I tore my sunglasses from my face, staring into his laughing eyes. “I may not be a great guy, but I would never do something so shitty to someone like her. She’s…nice and…”
“Innocent?” he asked. “Yeah, I got that from you. I also heard you profess your love to her,” he said, lowering his voice. “I can’t imagine you would do that if you didn’t actually feel something in that callous heart of yours.”
“You boarded a plane with two drunk people and knowingly got us hitched!”
“And your point is?” he asked, taking a drink of his beer. Then he slapped me on the arm. “Hey, this is your wedding breakfast. Try to relax a little.”
He walked past me, calling out to Eva as he returned to the bar. And that’s when I saw red. That fucker.
I stalked back over to the bar and walked straight up to Fox, yanking my hat off his head. “This is my hat.
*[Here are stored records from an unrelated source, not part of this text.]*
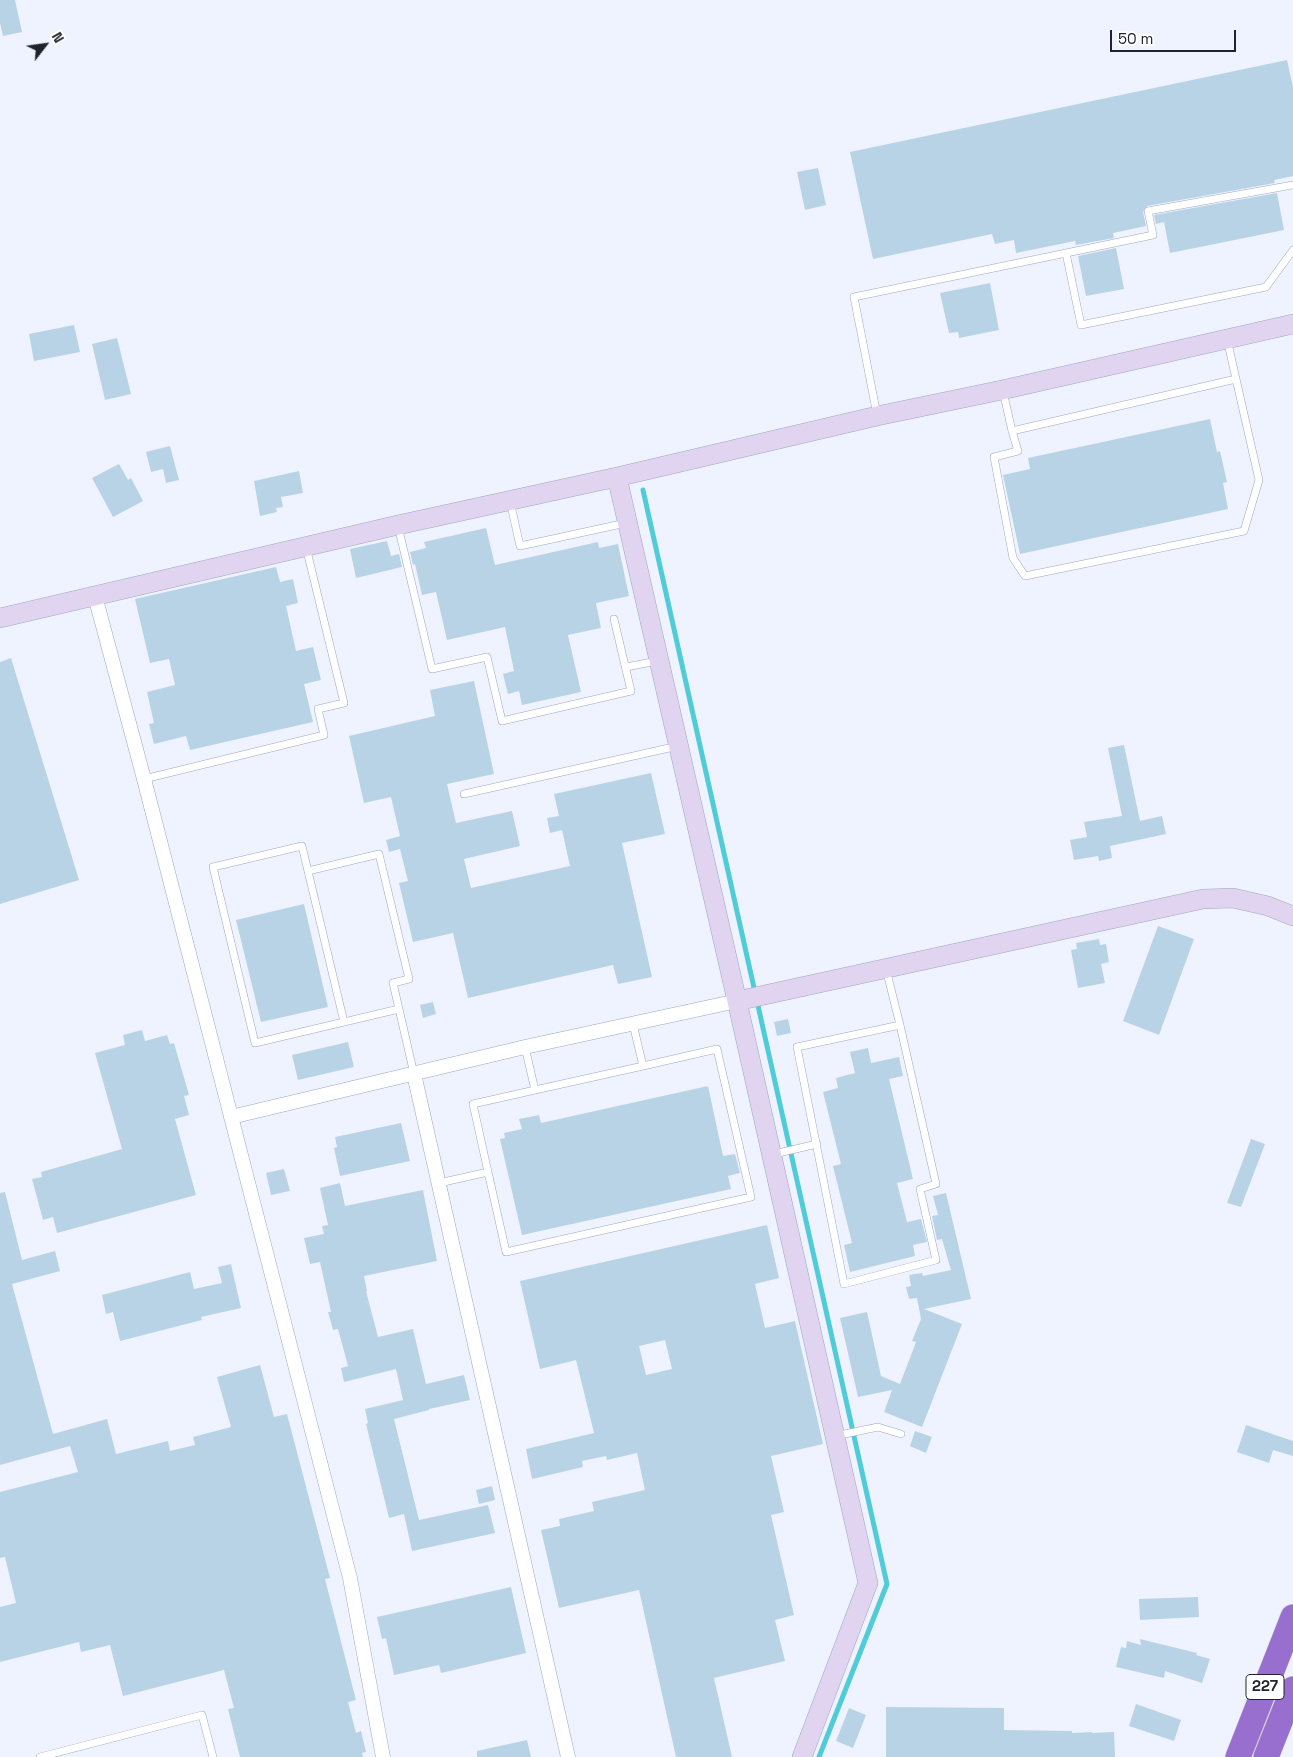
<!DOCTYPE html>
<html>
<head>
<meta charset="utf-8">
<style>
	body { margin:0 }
	#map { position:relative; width:1293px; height:1757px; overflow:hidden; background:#eff3ff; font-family:"Space Grotesk",sans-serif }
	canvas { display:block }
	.north { position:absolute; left:20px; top:20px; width:50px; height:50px; -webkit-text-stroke:4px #fff; paint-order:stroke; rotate:60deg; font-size:14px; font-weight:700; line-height:20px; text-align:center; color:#20232d }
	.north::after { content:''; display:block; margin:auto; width:18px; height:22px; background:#20232d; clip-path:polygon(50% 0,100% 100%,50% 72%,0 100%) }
	.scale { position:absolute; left:1110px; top:30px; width:126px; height:22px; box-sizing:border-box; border:2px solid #20232d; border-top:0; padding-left:6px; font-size:15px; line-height:18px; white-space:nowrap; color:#20232d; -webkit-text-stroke:4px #fff; paint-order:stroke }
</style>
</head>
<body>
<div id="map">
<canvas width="1293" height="1757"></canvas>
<div class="north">N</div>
<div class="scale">50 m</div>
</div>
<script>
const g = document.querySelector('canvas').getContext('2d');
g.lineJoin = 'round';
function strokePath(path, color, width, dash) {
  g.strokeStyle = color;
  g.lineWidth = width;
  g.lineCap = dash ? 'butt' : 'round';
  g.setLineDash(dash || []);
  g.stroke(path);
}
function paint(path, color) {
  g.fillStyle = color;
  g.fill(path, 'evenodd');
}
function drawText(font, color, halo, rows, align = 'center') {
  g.font = font + ' "Space Grotesk",sans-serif';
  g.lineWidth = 4;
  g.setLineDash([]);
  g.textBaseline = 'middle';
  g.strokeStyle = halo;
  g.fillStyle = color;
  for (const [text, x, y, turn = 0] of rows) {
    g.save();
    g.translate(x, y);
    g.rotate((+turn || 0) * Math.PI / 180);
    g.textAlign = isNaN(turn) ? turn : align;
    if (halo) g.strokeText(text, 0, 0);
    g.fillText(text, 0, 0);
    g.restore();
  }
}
const stream = new Path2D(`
	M643,490l244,1094 -68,173`);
const building = new Path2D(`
	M0,0h15l7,32 -19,4 -3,-13z
	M1287,60l6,27v89l-19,4 1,3 -128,23 -4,6 3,14 -33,7 1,5 -38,7 -1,-4 -59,12 -2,-13 -19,4 -3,-10 -119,25 -23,-107z
	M818,168l8,37 -21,5 -8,-38z
	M1277,193l7,37 -114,23 -6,-31 -8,2 -2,-9z
	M1116,248l8,41 -38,7 -8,-40z
	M990,283l9,47 -40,8 -1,-6 -9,1 -9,-40z
	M74,325l6,27 -46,9 -5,-27z
	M117,338l14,56 -26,6 -13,-56z
	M1210,419l7,33 3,-1 7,31 -4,1 5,26 -208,45 -17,-79 27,-6 -2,-11z
	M170,446l9,34 -13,3 -3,-14 -12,3 -5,-20z
	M119,464l9,16 3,-2 12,23 -30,16 -21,-39z
	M299,471l4,22 -22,4 2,10 -7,1 1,4 -17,4 -6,-35z
	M486,528l9,37 103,-23 1,6 19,-4 11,52 -33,7 5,25 -33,7 13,57 -59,13 -3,-14 -11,3 -5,-20 11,-3 -9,-44 -58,13 -11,-48 -14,3 -7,-31 -2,1 -3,-13 16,-4 -2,-6z
	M387,541l4,15 8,-2 3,13 -46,11 -6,-29z
	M276,567l4,15 13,-3 5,24 -12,3 10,45 17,-4 8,33 -17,4 9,38 -123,28 -4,-14 -32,8 -5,-20 5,-1 -7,-31 28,-7 -6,-26 -19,4 -15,-64z
	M11,658l68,222 -79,24v-242z
	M474,681l20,93 -47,10 9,39 56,-12 8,35 -56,13 7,29 99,-22 -8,-36 -12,3 -3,-15 12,-2 -5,-22 97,-21 14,61 -43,9 30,134 -34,7 -5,-19 -145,33 -15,-65 -40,9 -14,-59 9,-2 -8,-32 -11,3 -3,-12 14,-4 -9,-39 -27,6 -15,-67 86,-20 -5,-26z
	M1124,745l16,76 22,-5 4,18 -56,12 2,12 -13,3 -1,-5 -24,4 -4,-20 17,-3 -3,-15 38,-6 -14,-68z
	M304,904l24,103 -67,15 -25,-102z
	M1158,926l36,13 -35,96 -36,-14z
	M1099,939l1,6 6,-1 3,18 -8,2 4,19 -27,5 -7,-38 6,-1 -1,-6z
	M433,1002l3,12 -13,4 -3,-13z
	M788,1019l3,14 -14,3 -3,-14z
	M142,1030l3,11 22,-6 3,9 4,-1 15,52 -5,1 5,19 -14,4 21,76 -139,38 -4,-16 -10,3 -11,-41 10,-2 -1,-5 81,-23 -27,-96 30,-8 -2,-10z
	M348,1042l6,25 -56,13 -6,-25z
	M868,1048l3,15 28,-6 4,19 -14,3 24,100 -16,4 10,39 14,-3 6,23 -14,3 2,11 -65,16 -6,-27 8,-2 -19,-77 8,-2 -18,-72 15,-4 -2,-10 19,-5 -5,-21z
	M708,1086l15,70 12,-2 5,19 -12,3 3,13 -209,46 -22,-96 5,-1 -1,-5 18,-4 -3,-10 20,-4 2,8z
	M401,1123l9,38 -70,15 -6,-28 3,-1 -2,-10z
	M1251,1139l14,5 -24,63 -14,-4z
	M284,1169l6,22 -19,4 -5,-22z
	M340,1183l5,23 78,-16 14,71 -73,15 3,15h-1l12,46 35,-8 13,55 38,-9 6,25 -41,9v1l-35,9 25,101 69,-15 7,28 -83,18 -8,-37 -15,4 -23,-94 2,-1 -3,-14 38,-9 -7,-31 -52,13 -3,-14 7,-2 -10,-37 -5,1 -5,-18h3l-11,-50 -10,2 -6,-26 20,-4 -2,-8 6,-1 -8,-37z
	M5,1192l17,68 33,-9 5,20 -48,13 41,150 54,-15 9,35 52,-13 2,10 25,-6 -2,-8 38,-10 -14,-50 43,-12 14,52 13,-3 43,164 -5,1 31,121 -8,2 8,31 5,-2 5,21 -4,1 1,4h-123l-12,-48 6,-1 -10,-38 -101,26 -13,-51 -29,7 -2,-10 -79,20v-55l16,-4 -11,-46 -5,1v-66l78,-20 -8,-26 -70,19v-272z
	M946,1193l25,106 -47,10 38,15 -40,103 -38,-15 8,-22 -34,7 -18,-79 27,-6 14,64 19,8 16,-42 -4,-1 9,-22 -4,-21 -8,1 -3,-12 5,-1 -2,-11 13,-2 1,3 28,-6 -9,-31 -5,1 -5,-24 6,-1 -5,-19z
	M767,1225l12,53 -24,6 10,44 30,-7 28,123 -52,12 13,56 -13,3 23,100 -19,5 10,41 -71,17 18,79h-56l-37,-167 -80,18 -18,-78 19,-4 -1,-7 35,-8 -2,-9 53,-12 -8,-37 -30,7 -1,-4 -24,5 1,6 -51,12 -6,-30 68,-16 -18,-73 -36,9 -20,-88zM665,1340l7,29 -26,6 -7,-29z
	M231,1264l10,44 -40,9 1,3 -82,21 -7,-29 -7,2 -4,-19 88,-23 4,17 28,-6 -4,-16z
	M1246,1425l47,16v15l-20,-6 -4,13 -32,-11z
	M915,1431l17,6 -6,16 -16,-7z
	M492,1486l3,14 -16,4 -3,-14z
	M511,1587l15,66 -85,20 -2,-8 -45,10 -8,-37 -4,1 -5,-22z
	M1198,1597l1,20 -59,3 -1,-21z
	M1140,1639l57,14 -1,2 14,4 -8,24 -37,-12 -1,7 -48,-11 5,-20 5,1 1,-7 14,4z
	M1136,1704l45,16 -7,21 -45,-15z
	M886,1707l118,1v22l68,1v2l20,-1v1l22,-1 1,25h-229z
	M849,1708l17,7 -13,33 -17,-7z
	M527,1740l4,17h-54v-6z`);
const lane = new Path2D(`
	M1066,253l15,72 185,-38 27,-37
	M1003,391l9,40 224,-52 -9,-40
	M877,415l-23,-118 299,-62 -5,-24 145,-26
	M1012,431l6,20 -24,6 19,101 12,18 219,-45 15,-51 -23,-101
	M510,501l10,45 106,-23
	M398,526l34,143 55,-12 15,64 129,-30 -17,-72
	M626,667l31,-6
	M144,779l180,-44 -6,-26 26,-6 -38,-156
	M464,794l214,-48
	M302,846l42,176 -89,21 -42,-176z
	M308,871l71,-17 30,125 -16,4 6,26
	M886,969l14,56 -103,22 47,237 92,-24 -16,-71 16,-5 -36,-159
	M344,1022l55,-13 15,65
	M525,1047l10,43 108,-24 -10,-42
	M774,1154l43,-10
	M488,1172l18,80 245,-55 -34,-148 -74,17
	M439,1183l49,-11 -15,-68 62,-14
	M835,1436l43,-9 23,7
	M40,1757l162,-42 11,42`);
const street = new Path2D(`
	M95,596l49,183 206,799 33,179
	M414,1074l154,683
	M231,1117l294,-70 212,-46`);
const secondary = new Path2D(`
	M617,477l120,524 131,582 -66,174
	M0,618l398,-93 219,-48 260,-61 125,-26 291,-66
	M737,1001l466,-102 30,-1 35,8 25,10`);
const highway = new Path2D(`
	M1238,1757l55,-140
	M1266,1757l27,-68`);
const shields = [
	[1265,1687,38]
];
const shieldNames = [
	["227",1265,1687]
];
strokePath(stream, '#50ccd9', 5);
paint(building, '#b8d3e6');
strokePath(lane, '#9da7c1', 8);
strokePath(street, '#9da7c1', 15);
strokePath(secondary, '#9da7c1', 20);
strokePath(highway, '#d2d3d5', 26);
strokePath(lane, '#fff', 7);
strokePath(street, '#fff', 14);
strokePath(secondary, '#e0d4f1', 19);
strokePath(highway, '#986fcf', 25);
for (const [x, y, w] of shields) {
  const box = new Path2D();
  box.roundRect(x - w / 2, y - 12.5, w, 25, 4);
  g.fillStyle = '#fff';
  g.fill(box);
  strokePath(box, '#20232d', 1);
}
drawText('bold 15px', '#20232d', null, shieldNames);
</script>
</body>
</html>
You don’t ever touch my hat.”
“Hey, groomie!” Fox grinned at me. “And it has the familiar sounds of roomie, don’t you think? Which is just so awesome since we’re going to be working on the same team. Get it? It’s like we’re roomies?”
His bright smile was way too fucking much for this time of the morning. I wasn’t sure I could deal with any of them, but Fox was by far the worst.
“I’m not working on a team with you,” I said, shoving my hat on my head. “I need a drink!” I shouted, slamming my fist on the counter.
Fox squeezed my shoulder, keeping his voice low. “Maybe you should hold back on the drinks. After all, your wife is probably waiting for you to make a speech.”
“A speech?” I scoffed. “You’ve got to be fucking kidding me. This was all a mistake. She doesn’t want to be married to me.”
“And you?”
“And me, what?” I snapped.
“Do you want to be married to her?”
I followed his gaze to my new wife and sighed internally. I wasn’t sure I was ready for the commitment of marriage, let alone a few dates, but I didn’t like the idea of letting her go either. Even now, when she was fighting a hangover and sipping her mimosa with people she didn’t know, she never looked more beautiful and relaxed. I watched the sunlight play across her hair and the way her face lit up when she laughed.
She was way too fucking good for a guy like me. Anyone could see it. Hell, all of these guys knew it, which was why it grated on me that they used her to get to me. She wasn’t a pawn in some game. She deserved better than a drunk wedding on an island.
I grabbed the drink out of Fox’s hand and slammed it back. “You never should have allowed us to get married.”
“One of these days, you’ll see how much the love of a good woman like that can turn your life around. And not because you need to change, but because you want to change to be good enough for someone like her,” he pointed at Christa. “You have it all backward. She’s the island, and you’re the man hoping he can stay in paradise.”